• PROBLEM TO SOLVE: Take the entries that follow and return exactly the lines from the one holding "<!-- secondary -->" through the one holding "<!-- secondary-bridge casing -->", both included. Nothing else is needed.

DATA FOR REVIEW section start

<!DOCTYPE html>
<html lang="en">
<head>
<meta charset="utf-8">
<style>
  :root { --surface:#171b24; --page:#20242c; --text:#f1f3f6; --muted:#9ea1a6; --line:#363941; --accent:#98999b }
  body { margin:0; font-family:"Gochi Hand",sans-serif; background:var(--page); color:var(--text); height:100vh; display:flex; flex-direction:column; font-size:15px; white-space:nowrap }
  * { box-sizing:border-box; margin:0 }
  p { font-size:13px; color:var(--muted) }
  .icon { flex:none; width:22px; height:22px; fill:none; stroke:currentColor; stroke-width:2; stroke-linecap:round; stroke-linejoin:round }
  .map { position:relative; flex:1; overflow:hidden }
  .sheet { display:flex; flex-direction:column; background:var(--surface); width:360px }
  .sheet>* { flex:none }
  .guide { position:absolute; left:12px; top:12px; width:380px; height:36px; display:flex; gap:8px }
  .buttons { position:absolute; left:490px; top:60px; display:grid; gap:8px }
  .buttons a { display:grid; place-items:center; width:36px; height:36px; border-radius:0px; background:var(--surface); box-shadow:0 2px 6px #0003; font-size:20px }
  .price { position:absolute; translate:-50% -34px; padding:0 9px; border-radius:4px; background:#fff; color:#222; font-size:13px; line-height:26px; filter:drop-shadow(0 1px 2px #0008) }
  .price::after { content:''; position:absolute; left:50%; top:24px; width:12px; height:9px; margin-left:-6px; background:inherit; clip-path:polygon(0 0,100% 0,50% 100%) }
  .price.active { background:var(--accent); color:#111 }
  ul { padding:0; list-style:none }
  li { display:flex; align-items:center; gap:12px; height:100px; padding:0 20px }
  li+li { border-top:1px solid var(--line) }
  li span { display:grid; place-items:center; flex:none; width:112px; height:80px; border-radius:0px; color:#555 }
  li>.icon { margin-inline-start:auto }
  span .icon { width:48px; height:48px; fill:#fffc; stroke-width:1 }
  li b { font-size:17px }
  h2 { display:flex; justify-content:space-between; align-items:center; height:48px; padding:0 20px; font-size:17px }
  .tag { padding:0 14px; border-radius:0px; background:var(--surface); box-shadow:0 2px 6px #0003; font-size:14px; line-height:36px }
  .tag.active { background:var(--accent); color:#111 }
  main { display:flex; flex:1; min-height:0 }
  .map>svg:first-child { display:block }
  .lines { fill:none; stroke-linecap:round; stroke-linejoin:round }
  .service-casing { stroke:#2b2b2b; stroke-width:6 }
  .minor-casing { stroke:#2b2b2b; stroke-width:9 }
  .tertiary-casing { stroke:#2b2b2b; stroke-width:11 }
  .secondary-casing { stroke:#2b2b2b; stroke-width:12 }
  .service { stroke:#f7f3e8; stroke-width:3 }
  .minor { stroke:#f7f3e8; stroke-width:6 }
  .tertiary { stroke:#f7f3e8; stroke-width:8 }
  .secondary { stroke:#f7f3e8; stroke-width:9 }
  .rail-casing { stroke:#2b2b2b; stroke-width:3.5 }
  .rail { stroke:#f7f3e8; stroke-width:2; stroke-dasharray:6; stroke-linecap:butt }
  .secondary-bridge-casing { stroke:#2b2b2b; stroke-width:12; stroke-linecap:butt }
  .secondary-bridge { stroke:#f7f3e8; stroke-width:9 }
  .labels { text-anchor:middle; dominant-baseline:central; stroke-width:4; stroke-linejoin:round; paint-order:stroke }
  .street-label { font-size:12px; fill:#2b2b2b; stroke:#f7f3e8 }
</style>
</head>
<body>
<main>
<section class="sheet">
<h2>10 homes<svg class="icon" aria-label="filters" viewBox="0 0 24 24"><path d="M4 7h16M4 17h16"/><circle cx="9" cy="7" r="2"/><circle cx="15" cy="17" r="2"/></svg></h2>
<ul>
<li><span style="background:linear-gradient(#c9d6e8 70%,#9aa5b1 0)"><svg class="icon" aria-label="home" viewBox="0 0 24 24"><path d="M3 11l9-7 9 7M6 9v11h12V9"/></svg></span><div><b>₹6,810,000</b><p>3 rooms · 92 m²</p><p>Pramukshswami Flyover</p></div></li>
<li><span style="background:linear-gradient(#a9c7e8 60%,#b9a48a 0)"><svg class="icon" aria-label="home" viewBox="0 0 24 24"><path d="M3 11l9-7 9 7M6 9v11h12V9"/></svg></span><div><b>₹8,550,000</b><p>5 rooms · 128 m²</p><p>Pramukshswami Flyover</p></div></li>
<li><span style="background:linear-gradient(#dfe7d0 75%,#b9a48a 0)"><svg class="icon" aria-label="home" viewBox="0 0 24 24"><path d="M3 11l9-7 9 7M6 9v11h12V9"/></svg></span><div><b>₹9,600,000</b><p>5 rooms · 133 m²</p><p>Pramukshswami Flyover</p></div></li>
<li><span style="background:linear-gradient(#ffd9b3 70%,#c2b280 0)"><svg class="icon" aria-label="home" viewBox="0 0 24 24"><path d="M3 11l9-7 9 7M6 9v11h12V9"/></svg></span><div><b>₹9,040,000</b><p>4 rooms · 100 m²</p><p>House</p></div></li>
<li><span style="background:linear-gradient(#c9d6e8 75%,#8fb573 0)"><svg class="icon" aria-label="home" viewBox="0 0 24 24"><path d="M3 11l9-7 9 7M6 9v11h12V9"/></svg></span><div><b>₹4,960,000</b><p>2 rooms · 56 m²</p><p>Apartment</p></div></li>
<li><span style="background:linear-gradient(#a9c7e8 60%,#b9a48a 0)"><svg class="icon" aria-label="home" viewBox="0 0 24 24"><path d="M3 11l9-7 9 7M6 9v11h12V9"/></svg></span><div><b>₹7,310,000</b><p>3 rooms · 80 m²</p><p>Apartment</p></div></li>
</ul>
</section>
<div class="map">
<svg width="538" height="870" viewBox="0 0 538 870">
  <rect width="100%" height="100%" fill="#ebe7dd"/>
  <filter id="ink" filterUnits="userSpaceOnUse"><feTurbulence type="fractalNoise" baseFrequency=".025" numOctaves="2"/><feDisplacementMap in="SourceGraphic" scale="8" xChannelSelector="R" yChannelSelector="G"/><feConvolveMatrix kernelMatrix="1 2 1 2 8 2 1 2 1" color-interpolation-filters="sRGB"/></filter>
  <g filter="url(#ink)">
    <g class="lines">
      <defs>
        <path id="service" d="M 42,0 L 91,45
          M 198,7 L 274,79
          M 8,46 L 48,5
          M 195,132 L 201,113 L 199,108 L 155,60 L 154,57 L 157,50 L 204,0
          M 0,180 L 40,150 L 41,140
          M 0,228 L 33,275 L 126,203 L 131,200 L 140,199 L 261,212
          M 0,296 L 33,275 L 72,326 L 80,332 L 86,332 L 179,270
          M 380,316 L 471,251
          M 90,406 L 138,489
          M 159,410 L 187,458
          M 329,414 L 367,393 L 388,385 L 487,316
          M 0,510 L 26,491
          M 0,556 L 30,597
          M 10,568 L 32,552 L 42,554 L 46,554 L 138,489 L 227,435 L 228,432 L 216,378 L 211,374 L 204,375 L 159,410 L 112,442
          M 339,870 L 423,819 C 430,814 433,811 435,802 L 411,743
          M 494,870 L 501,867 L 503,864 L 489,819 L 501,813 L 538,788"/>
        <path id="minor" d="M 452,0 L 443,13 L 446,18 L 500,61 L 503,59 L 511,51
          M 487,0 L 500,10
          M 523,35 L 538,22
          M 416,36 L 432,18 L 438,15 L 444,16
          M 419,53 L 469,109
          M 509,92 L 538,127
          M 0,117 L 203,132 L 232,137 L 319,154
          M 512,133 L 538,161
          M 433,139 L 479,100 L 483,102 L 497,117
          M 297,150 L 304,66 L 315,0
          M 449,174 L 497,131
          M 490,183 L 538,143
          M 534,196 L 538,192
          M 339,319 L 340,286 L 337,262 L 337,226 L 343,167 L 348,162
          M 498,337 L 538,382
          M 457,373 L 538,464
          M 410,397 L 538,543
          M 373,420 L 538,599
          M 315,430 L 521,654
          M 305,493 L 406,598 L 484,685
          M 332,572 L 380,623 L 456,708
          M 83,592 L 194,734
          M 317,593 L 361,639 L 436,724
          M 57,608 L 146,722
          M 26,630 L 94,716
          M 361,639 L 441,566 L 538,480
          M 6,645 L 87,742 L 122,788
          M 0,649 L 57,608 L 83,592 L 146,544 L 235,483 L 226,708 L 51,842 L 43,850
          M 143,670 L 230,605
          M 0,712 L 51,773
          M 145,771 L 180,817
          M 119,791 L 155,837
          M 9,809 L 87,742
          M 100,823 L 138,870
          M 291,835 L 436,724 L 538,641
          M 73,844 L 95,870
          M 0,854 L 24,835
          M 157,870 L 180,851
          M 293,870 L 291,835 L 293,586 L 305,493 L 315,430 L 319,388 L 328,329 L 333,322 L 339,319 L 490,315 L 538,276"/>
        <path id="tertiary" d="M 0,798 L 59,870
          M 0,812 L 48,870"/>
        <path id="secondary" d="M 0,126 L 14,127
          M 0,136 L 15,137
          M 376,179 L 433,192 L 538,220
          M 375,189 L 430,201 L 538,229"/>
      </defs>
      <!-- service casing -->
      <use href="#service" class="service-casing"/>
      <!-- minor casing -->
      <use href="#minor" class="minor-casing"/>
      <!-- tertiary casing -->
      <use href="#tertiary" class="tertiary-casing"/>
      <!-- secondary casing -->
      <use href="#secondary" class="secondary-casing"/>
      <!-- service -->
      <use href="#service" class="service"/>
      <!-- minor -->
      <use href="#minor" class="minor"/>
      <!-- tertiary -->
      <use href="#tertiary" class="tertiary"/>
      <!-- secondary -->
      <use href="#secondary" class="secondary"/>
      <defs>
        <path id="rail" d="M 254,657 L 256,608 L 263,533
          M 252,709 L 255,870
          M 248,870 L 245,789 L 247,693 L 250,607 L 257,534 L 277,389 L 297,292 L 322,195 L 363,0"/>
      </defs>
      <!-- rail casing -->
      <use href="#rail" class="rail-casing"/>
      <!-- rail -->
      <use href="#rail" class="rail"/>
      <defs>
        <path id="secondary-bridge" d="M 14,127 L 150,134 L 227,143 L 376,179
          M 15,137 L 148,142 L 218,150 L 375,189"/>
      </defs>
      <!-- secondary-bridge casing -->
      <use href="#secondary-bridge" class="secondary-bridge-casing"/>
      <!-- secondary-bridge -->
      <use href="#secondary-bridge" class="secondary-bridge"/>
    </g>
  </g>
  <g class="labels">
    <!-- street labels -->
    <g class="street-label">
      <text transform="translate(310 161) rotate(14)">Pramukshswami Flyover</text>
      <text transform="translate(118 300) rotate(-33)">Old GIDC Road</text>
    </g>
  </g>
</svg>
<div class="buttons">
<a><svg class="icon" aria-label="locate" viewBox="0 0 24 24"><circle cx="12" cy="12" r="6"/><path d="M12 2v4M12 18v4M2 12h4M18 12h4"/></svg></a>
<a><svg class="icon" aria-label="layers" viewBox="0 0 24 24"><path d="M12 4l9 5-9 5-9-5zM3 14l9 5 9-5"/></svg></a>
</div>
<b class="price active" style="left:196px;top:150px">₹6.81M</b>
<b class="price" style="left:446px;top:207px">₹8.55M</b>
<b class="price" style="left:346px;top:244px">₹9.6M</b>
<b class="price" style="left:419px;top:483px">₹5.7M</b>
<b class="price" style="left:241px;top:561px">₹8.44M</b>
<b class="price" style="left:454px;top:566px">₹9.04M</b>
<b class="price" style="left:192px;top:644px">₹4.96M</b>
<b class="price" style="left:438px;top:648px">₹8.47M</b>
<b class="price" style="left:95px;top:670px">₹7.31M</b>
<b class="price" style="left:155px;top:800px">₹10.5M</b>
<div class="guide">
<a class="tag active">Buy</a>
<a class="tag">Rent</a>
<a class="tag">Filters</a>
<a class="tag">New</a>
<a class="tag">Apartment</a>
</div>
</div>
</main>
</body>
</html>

DATA FOR REVIEW section end

• TASK OUTPUT:
      <!-- secondary -->
      <use href="#secondary" class="secondary"/>
      <defs>
        <path id="rail" d="M 254,657 L 256,608 L 263,533
          M 252,709 L 255,870
          M 248,870 L 245,789 L 247,693 L 250,607 L 257,534 L 277,389 L 297,292 L 322,195 L 363,0"/>
      </defs>
      <!-- rail casing -->
      <use href="#rail" class="rail-casing"/>
      <!-- rail -->
      <use href="#rail" class="rail"/>
      <defs>
        <path id="secondary-bridge" d="M 14,127 L 150,134 L 227,143 L 376,179
          M 15,137 L 148,142 L 218,150 L 375,189"/>
      </defs>
      <!-- secondary-bridge casing -->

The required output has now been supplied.